**Records for the task:**
++++++
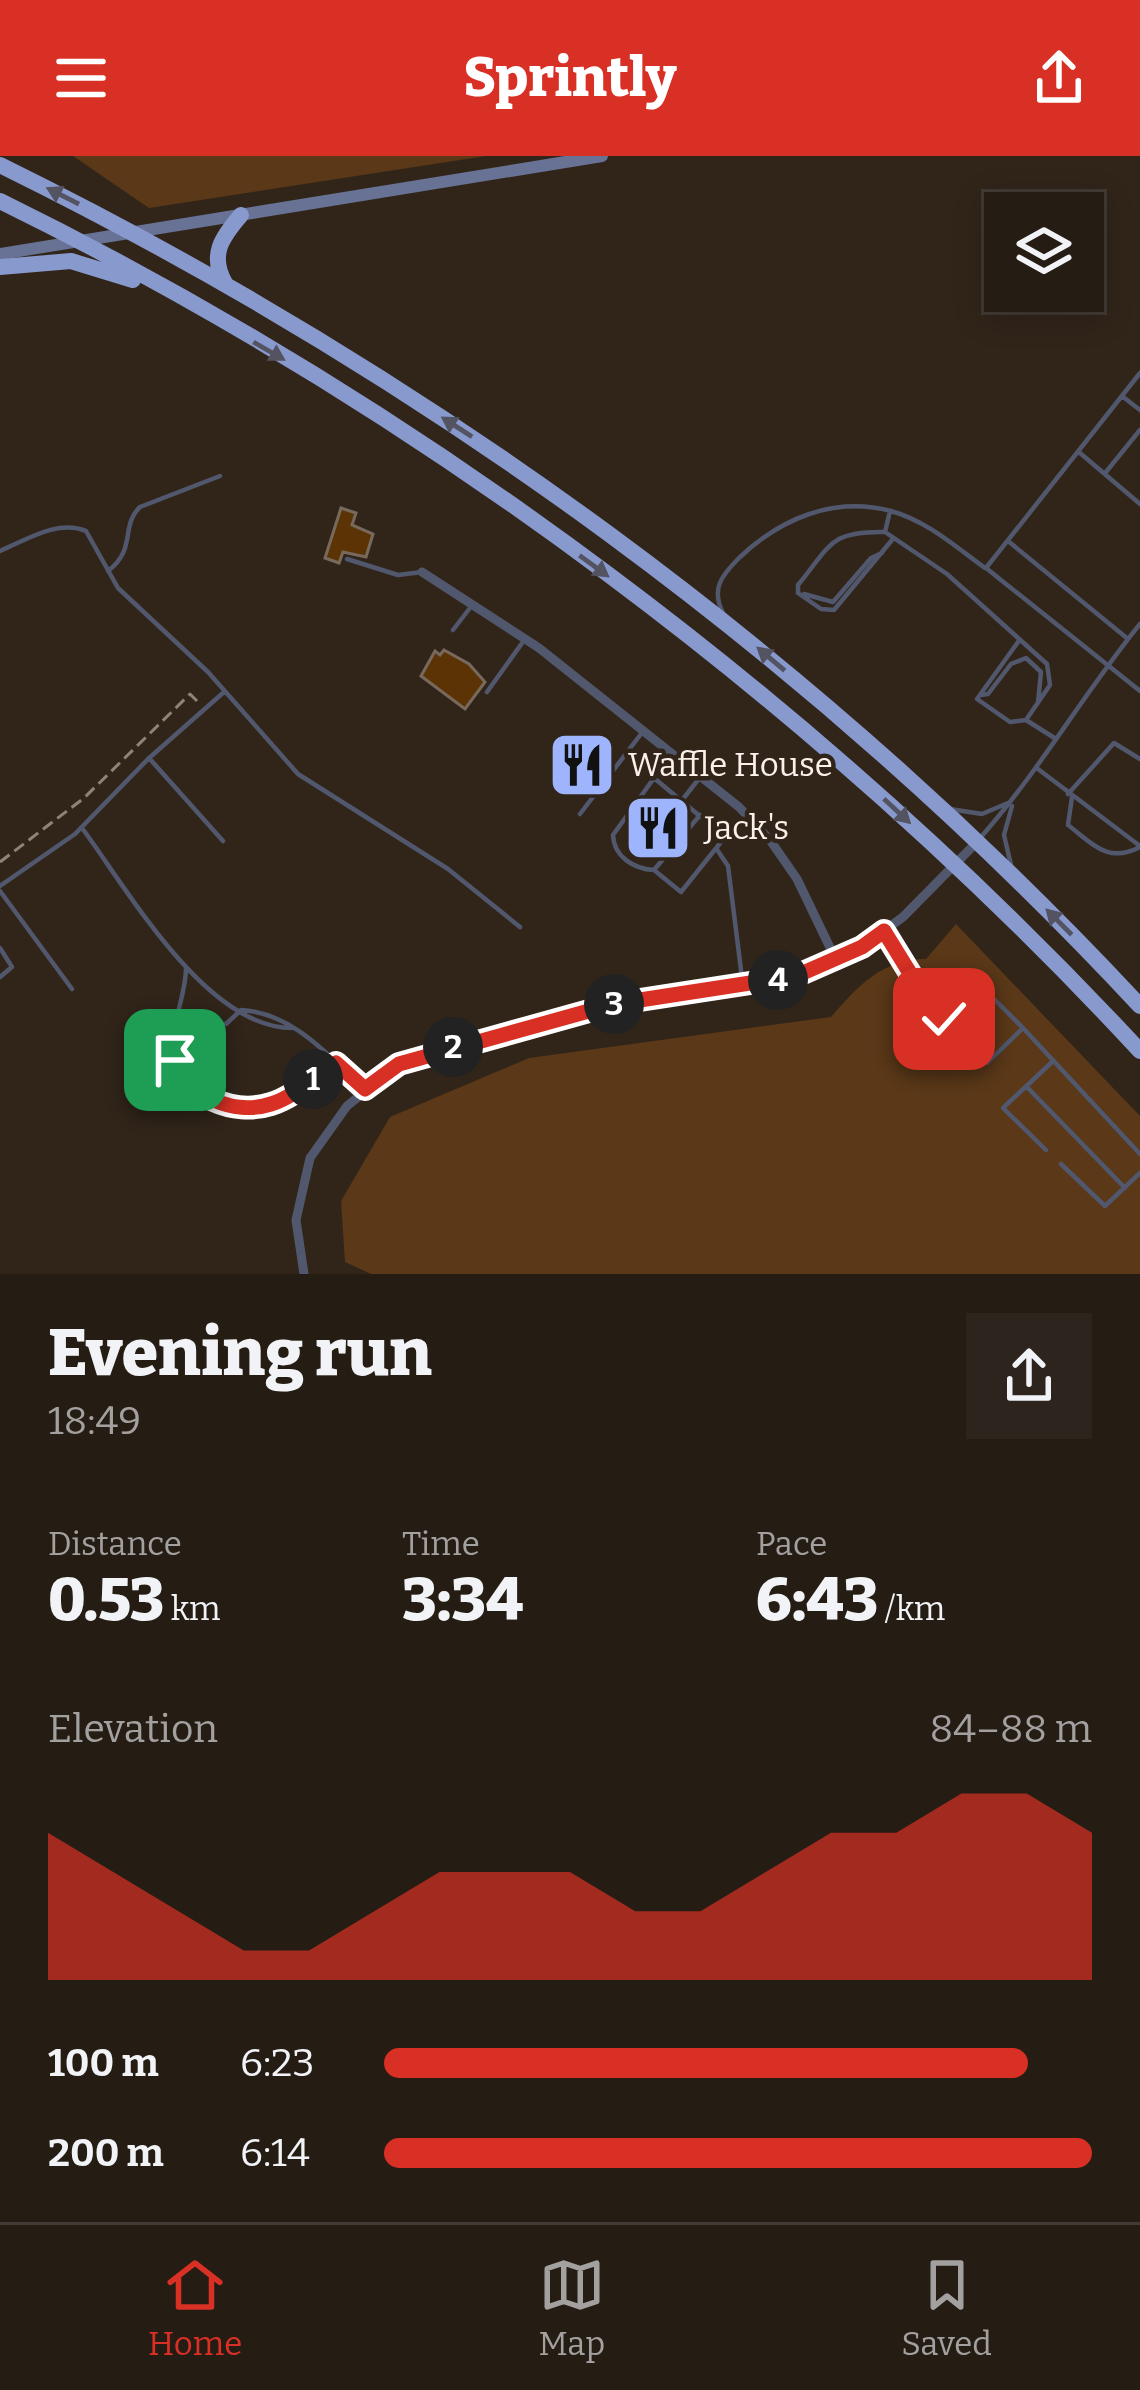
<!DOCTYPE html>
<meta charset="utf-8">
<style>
:root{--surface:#251c14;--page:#2d251d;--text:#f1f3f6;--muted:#a3a1a0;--line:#423a34;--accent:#d93025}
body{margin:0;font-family:Bitter,serif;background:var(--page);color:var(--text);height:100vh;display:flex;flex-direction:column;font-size:45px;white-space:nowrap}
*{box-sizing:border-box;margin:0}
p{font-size:39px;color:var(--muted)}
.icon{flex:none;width:66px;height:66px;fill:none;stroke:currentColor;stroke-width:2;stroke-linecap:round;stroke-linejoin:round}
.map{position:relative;height:1118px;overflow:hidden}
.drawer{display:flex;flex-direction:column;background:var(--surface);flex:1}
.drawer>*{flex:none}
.buttons{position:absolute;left:984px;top:36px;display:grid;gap:24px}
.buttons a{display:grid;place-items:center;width:120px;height:120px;border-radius:0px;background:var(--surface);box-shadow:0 6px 30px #0003,0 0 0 3px var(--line);font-size:60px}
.pin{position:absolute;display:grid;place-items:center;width:102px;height:102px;color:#fff;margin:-51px;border-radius:24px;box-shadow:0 6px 18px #0006}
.km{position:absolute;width:60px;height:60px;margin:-30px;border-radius:50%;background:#222;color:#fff;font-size:33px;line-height:60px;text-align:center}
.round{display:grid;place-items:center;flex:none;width:126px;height:126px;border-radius:0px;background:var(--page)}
.overview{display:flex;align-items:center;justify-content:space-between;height:204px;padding:0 48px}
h1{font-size:66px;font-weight:800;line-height:90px}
.metrics{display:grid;grid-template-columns:repeat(3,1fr);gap:18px;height:204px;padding:12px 48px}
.metrics div{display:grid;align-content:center}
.metrics b{font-size:60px;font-weight:800}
.metrics small{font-size:33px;font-weight:400}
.metrics p{font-size:33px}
.chart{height:336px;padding:24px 48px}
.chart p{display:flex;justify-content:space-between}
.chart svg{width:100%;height:216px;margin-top:12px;fill:var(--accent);opacity:.7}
ul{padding:0 48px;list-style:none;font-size:39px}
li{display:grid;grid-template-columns:192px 144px 1fr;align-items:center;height:90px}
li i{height:30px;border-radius:15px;background:var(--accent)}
header{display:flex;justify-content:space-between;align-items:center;height:156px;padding:0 48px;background:var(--accent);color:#fff;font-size:54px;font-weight:800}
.tab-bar{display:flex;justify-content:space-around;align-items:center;height:168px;border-top:3px solid var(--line);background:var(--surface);font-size:33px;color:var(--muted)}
.tab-bar a{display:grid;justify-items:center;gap:6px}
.tab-bar .active{color:var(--accent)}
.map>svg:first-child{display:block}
.green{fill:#5a3818}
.building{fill:#5c3304;stroke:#78695d;stroke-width:3}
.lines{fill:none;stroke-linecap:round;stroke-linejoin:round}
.path{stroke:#8e837a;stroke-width:3;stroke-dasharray:12 6;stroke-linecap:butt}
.lane{stroke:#51586d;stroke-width:4.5}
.street{stroke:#51586d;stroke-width:9}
.secondary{stroke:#677294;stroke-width:12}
.highway{stroke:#8899ce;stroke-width:16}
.oneway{fill:#545362}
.route-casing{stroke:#fff;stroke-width:24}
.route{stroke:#d93025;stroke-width:15}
.labels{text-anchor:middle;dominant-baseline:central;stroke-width:9;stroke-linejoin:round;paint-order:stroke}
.poi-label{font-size:33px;fill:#faf1ea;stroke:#31251a;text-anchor:start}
</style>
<header><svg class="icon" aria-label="menu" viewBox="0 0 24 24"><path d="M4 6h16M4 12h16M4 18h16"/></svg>Sprintly<svg class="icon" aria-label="share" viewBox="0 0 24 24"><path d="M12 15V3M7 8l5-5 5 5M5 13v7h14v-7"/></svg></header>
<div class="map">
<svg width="1140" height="1118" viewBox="0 0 1140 1118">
<rect width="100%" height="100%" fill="#31251a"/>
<path class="green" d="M73,0H486L149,52Z
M956,768L1140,960V1118H371L345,1106L341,1045L390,961L529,902L831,861C858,830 882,803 926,803Z"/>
<path class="building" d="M341,352L356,357L352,369L373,378L366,401L343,396L339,407L325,402Z
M444,494L469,508L485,526L465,553L421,520L435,495L440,499Z
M663,645L684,662L666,685L663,682L655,691L648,686L643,692L635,686Z"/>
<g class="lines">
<path class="path" d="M0,706L84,642L190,538L200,548"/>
<path class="lane" d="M1140,217L986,412L1140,535
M1122,240L1140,254
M1080,297L1140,348
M1106,316L1140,274
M885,376L947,418L1047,508L1050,529L1026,564
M1008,385L1128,483
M0,395C26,384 58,363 86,375L118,432L208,516L298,618L448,713L520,771
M347,403L398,419L422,416
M108,415C137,393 120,370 140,351L220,320
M798,437V429C831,389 829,375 885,376L890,355
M798,437L821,453L834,454L892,384
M804,438L833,446L871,402L882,397
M723,457C711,433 721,420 739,402C780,363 833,340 891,355C927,365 956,391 985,412
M453,474L473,448
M1018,486L977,543L1010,566L1026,564L1056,583
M487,536L525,483
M981,539L988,538L1011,508L1026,502L1041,516L1038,547
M149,602L223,685
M1038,613L1140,690
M1068,638L1114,587L1140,603
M1072,641L1068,669C1093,688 1108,708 1140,691
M683,643L701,620
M950,653L982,658L1008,647
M580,658L644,574
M82,672C128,734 206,872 292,872
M981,681C1040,614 1084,537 1140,468
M716,692L728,710L743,830
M1011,709L1004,679L1012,650
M654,714L681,736L725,681L654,622L613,679C614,701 634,713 654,714L700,659
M0,730L75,678L148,603L224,536
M0,735L72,833
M884,775L929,848L987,907L1023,872L1140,998
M0,792L12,811L0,821
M186,812C186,842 168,872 175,903C183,942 239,961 274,948C296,939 317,920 336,907
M929,848L965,814L1023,872
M176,867L226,868L241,854C293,857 328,899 365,933
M1026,930L1125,1032
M1046,994L1003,952L1051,907
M1061,1008L1105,1050L1140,1017"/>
<path class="street" d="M422,416L539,492L739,651L770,684L797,723L836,804
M304,1118L296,1064L310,1002L347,950L399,908L614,848L764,827L822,810L862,791L903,761L977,686"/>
<path class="secondary" d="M0,98L602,0"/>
<path class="highway" d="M0,9C427,219 816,502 1140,850
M0,45C422,252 821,551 1140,895
M0,111L71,105L133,124
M225,127C209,99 222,81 241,59"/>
</g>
<defs><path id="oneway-solid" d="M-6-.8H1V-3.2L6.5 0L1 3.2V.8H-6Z" transform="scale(3)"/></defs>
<g class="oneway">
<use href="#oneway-solid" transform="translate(63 40) rotate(-153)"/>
<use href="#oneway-solid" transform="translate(269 195) rotate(30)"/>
<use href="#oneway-solid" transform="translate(457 271) rotate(-147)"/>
<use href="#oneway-solid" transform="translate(594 410) rotate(36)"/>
<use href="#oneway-solid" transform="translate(771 503) rotate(-140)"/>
<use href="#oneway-solid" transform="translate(897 655) rotate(43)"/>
<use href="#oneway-solid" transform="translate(1059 766) rotate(-135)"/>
</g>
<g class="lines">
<g class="route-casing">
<path id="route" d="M175,904C188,940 233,960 271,948C294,941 316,920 336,907L365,933L399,908L614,848L796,820L862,791L884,775L929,848L944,863"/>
</g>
<use href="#route" class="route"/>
</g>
<defs>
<g id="restaurant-square" transform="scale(3.45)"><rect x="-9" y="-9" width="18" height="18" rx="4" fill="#9eb4fd" stroke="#31251a"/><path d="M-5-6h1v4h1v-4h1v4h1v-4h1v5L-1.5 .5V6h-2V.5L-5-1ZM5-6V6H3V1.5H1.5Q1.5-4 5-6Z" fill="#111"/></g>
</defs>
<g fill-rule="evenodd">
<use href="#restaurant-square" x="582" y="609"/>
<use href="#restaurant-square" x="658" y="672"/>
</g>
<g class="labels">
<g class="poi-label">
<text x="628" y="609">Waffle House</text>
<text x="704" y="672">Jack's</text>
</g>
</g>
</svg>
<div class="buttons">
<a><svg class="icon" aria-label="layers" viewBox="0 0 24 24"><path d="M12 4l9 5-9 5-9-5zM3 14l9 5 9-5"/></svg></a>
</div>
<div class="pin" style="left:175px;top:904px;background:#1e9e55"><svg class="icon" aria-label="arrive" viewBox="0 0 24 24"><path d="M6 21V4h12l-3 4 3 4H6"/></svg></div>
<div class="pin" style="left:944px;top:863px;background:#d93025"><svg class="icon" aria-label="check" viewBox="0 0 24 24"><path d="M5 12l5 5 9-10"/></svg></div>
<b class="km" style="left:313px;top:923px">1</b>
<b class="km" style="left:453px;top:891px">2</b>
<b class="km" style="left:614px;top:848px">3</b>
<b class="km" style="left:778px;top:824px">4</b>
</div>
<section class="drawer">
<div class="overview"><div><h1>Evening run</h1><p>18:49</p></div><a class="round"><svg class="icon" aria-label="share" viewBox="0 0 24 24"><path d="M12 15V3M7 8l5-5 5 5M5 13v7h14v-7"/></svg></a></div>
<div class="metrics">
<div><p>Distance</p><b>0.53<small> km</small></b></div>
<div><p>Time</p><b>3:34</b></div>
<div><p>Pace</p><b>6:43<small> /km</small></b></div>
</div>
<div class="chart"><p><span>Elevation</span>84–88 m</p>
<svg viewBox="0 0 160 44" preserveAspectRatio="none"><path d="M0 44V14L10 22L20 30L30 38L40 38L50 30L60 22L70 22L80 22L90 30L100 30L110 22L120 14L130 14L140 6L150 6L160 14V44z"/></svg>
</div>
<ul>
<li><b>100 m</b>6:23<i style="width:91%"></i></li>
<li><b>200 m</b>6:14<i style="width:100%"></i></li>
</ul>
</section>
<nav class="tab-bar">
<a class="active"><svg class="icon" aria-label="home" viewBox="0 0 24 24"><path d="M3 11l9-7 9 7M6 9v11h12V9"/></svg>Home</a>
<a><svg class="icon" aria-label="map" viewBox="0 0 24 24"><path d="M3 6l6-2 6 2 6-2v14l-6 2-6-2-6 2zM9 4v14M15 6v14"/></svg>Map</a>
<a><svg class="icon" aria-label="saved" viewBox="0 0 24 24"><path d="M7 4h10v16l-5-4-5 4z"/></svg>Saved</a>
</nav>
++++++
Write out each line of the data that holds the string "linecap".

.icon{flex:none;width:66px;height:66px;fill:none;stroke:currentColor;stroke-width:2;stroke-linecap:round;stroke-linejoin:round}
.lines{fill:none;stroke-linecap:round;stroke-linejoin:round}
.path{stroke:#8e837a;stroke-width:3;stroke-dasharray:12 6;stroke-linecap:butt}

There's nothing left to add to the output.